EXERCISE: Search the records for the string "setLineDash" and copy every line where it turns up.

[Data records]
•••

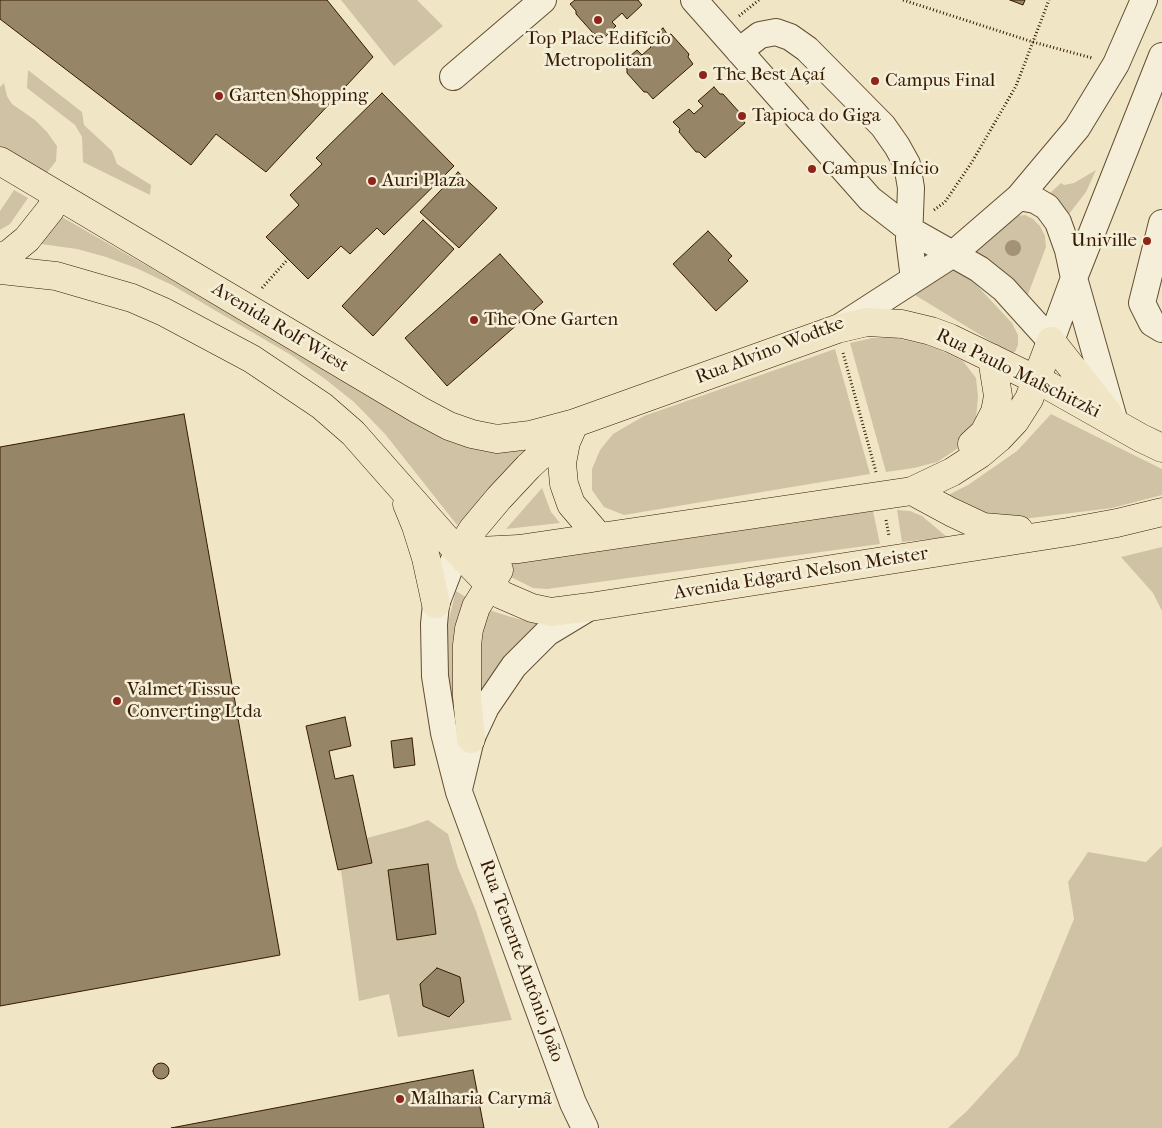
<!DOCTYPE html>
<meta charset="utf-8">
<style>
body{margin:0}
canvas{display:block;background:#f0e6c6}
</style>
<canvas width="1162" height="1128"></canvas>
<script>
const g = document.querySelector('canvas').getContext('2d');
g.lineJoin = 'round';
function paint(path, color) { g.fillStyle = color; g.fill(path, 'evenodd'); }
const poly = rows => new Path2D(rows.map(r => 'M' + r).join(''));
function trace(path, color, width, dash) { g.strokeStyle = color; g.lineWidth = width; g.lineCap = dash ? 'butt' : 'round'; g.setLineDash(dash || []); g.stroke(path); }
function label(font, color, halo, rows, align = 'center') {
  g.font = font + ' "IM FELL French Canon",serif'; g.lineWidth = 5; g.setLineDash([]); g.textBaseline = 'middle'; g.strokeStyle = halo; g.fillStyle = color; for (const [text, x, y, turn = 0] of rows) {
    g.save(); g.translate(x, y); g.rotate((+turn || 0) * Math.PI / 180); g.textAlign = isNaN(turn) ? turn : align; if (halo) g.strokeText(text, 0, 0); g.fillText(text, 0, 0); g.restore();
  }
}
paint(poly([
 [341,0,417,0,443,26,394,66],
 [28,70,82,112,84,125,112,151,117,164,151,185,150,195,83,162,82,137,75,125,27,88],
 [4,83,7,96,12,104,35,120,47,132,57,146,56,161,46,174,0,147,0,87],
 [1096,170,1086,192,1069,214,1050,193,1061,183,1064,185,1074,183],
 [14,190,28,198,10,224,0,230,0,211],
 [55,213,448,439,482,448,527,451,457,525,385,434,354,402,325,379,291,355,172,285,136,268,106,257,77,249,34,243],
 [1025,215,1033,219,1040,226,1045,236,1046,247,1027,297,976,251,1016,216],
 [948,270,961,272,969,277,1012,323,1018,335,1018,345,1015,352,1011,353,1005,350,910,292],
 [872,338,895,338,932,346,963,361,976,378,978,397,976,418,968,437,960,447,937,462,914,468,886,472,850,343],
 [835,349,870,474,624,515,604,507,592,490,592,469,600,450,613,434,644,416],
 [1051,414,1162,469,1162,495,1112,508,1023,519,994,516,969,508,948,495,968,485,1017,451],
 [542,488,551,512,560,523,506,529],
 [897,510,910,511,922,516,947,537,902,542],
 [873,511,880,544,547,589,533,588,511,577,507,573,509,564,520,558],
 [1162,547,1162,611,1153,593,1121,557],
 [456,591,469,599,457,710,454,714,445,684,445,634],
 [486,609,511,617,546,626,476,709,475,664],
 [428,820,448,834,458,868,476,911,512,1020,398,1037,389,994,359,1001,339,856,366,851,367,838,408,827],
 [1162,846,1162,1128,948,1128,967,1111,1018,1055,1074,919,1068,882,1088,852,1146,862]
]), '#d0c3a5');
const building = poly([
 [0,0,327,0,373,57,266,172,216,134,191,165,0,19,0,0],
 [575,0,638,0,642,5,627,19,622,13,612,22,616,26,602,40,596,34,593,33,576,14,576,11,570,4,575,0],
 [1010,0,1025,0,1023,5,1010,0],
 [663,28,668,35,671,34,689,54,688,57,693,64,653,99,647,92,644,92,627,73,627,69,622,63,637,50,642,55,651,47,647,41,663,28],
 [714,87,720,94,723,94,740,113,740,116,745,123,705,158,699,152,696,152,679,132,680,129,673,122,689,109,694,114,703,106,698,101,714,87],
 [382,93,454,166,384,235,377,228,350,254,341,246,308,279,266,237,299,205,290,195,322,164,316,158,382,93],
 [458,172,497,208,459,248,420,212,458,172],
 [423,220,454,249,373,336,342,306,423,220],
 [708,231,732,256,728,260,748,281,716,311,673,264,708,231],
 [500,254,543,302,447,386,405,338,500,254],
 [184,414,280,955,0,1006,0,447,184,414],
 [345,717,351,746,329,751,335,779,353,775,372,863,338,870,306,726,345,717],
 [412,738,415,765,394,768,391,741,412,738],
 [428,864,436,934,397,940,388,870,428,864],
 [437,968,460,977,464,1002,449,1017,423,1006,420,984,437,968],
 '153 1071a8 8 0 1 1 16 0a8 8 0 1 1-16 0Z',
 [473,1070,484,1128,171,1128,473,1070]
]);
paint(building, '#978567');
trace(building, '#361b01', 1);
const minor = poly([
 [694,0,870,199,910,230,979,269,1004,289,1051,341],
 [739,51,760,35,776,32,790,37,807,49,883,126,897,146,907,164,911,188,909,239,914,279],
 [453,77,543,0],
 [1019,197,1035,200,1047,207,1058,222,1068,250,1074,278,1114,419],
 [1162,223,1142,303,1152,323,1162,329],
 [840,327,953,254,1019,197,1077,128,1116,64,1144,0],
 [1051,341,1074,278,1162,56],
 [458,552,449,570,436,604,434,624,435,676,444,733,459,792,573,1103,585,1128],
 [459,789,471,739,486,707,514,666,547,633,590,607]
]);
const major = poly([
 [0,161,419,410,449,426,472,434,497,439,530,435,575,423,837,329,867,322,902,324,931,331,950,338,1049,386,1141,438,1162,448],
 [0,258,10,253,27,239,50,210,57,196],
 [0,270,56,276,132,298,164,312,252,359,322,406,353,433,458,552,489,584,502,595,532,608,551,612,590,607,1068,532,1117,523,1162,512],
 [1051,341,1108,413],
 [574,424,566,442,562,463,564,484,571,504,599,537],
 [972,444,984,433,995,412,998,396,992,358],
 [912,491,951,512,983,527,1019,530],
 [407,504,416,526,426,558,436,604],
 [458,552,519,549,912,491,952,472,980,454,999,438,1015,421,1029,399,1051,341],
 [458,552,473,529,499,498,528,467,572,426],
 [471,739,467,697,467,645,469,629,476,607,499,570]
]);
trace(minor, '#644e32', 28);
trace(major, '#361b01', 29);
trace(poly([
 [903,0,1033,42,1092,58],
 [739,16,759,0],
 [934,210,945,202,972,162,1016,86,1049,0],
 [262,288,288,259],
 [843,353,876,472],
 [886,520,889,536]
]), '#361b01', 3, [1, 2.5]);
trace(minor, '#f5efda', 26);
trace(major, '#f0e6c6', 28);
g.fillStyle = '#a39275';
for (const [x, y] of [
 [1013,248]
]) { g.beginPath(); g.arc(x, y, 8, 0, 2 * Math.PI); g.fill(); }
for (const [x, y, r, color] of [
 [598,20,5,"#8f2418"],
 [703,75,5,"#8f2418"],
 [875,81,5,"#8f2418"],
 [219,96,5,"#8f2418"],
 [742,116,5,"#8f2418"],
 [812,169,5,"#8f2418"],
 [372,181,5,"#8f2418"],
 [1147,241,5,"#8f2418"],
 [474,320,5,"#8f2418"],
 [117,701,5,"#8f2418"],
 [400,1099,5,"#8f2418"]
]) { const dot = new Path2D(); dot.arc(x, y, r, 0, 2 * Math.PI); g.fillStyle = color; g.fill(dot); trace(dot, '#f5efda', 2); }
label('19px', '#361b01', '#f5efda', [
 ["Top Place Edifício",598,39,"center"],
 ["Metropolitan",598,61,"center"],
 ["The Best Açaí",713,75],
 ["Campus Final",885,81],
 ["Garten Shopping",229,96],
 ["Tapioca do Giga",752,116],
 ["Campus Início",822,169],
 ["Auri Plaza",382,181],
 ["Univille",1137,241,"right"],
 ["The One Garten",484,320],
 ["Valmet Tissue",127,690],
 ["Converting Ltda",127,712],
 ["Malharia Carymã",410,1099]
], 'left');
label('19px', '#361b01', '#f5efda', [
 ["Avenida Rolf Wiest",280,328,31],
 ["Rua Alvino Wodtke",770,351,-21],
 ["Rua Paulo Malschitzki",1018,374,26],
 ["Avenida Edgard Nelson Meister",801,574,-9],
 ["Rua Tenente Antônio João",521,961,70]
]);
</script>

•••

ANSWER BOX:
function trace(path, color, width, dash) { g.strokeStyle = color; g.lineWidth = width; g.lineCap = dash ? 'butt' : 'round'; g.setLineDash(dash || []); g.stroke(path); }
  g.font = font + ' "IM FELL French Canon",serif'; g.lineWidth = 5; g.setLineDash([]); g.textBaseline = 'middle'; g.strokeStyle = halo; g.fillStyle = color; for (const [text, x, y, turn = 0] of rows) {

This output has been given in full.